*** Opening Data ***

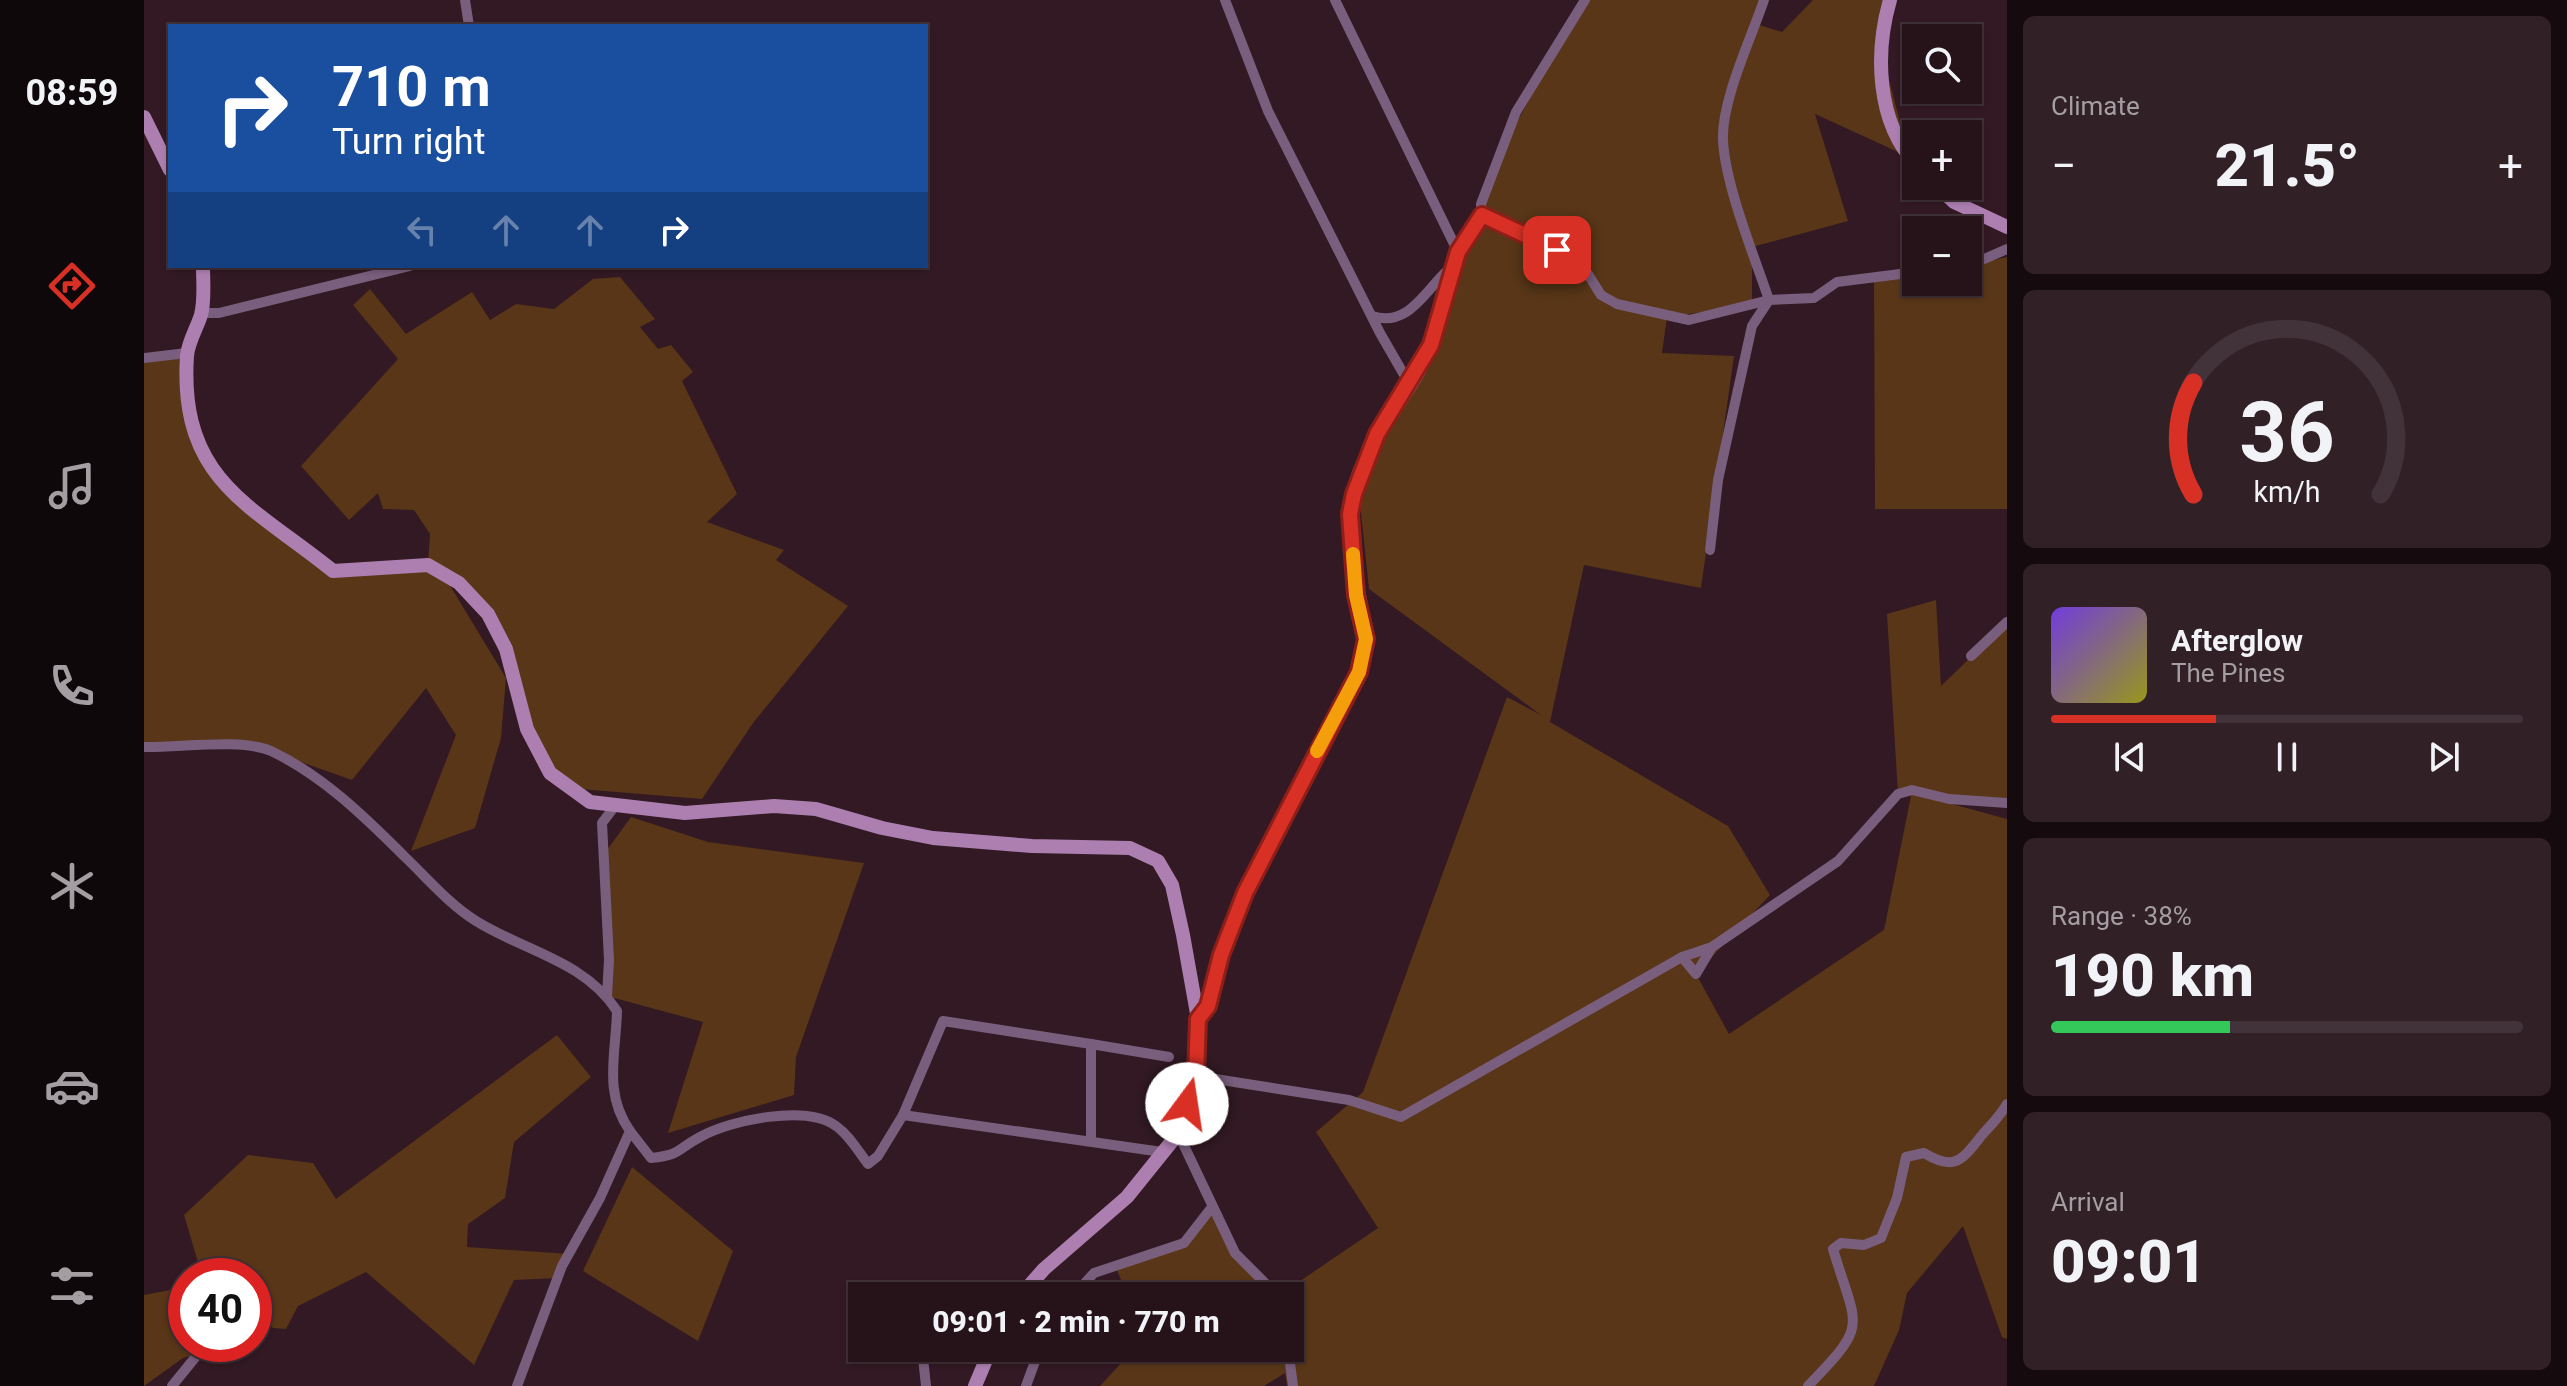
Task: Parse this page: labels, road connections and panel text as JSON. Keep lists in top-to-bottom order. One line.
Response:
{"page":{"tabs":"08:59","tile":["Climate",["Range · 38%","190 km"],["Arrival","09:01"]],"map_buttons":["+","−"],"turn":["710 m","Turn right"],"heat":["−","21.5°","+"],"song":["Afterglow","The Pines"],"limit":"40","trip":"09:01 · 2 min · 770 m","gauge":["36","km/h"]}}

*** Closing Data ***

*Aim of the exercise*: Leaving the pictures out, output the material exactly as it appears.

*Completed exercise*:
Task: Parse this page: labels, road connections and panel text as JSON. Keep lists in top-to-bottom order. One line.
Response:
{"page":{"tabs":"08:59","tile":["Climate",["Range · 38%","190 km"],["Arrival","09:01"]],"map_buttons":["+","−"],"turn":["710 m","Turn right"],"heat":["−","21.5°","+"],"song":["Afterglow","The Pines"],"limit":"40","trip":"09:01 · 2 min · 770 m","gauge":["36","km/h"]}}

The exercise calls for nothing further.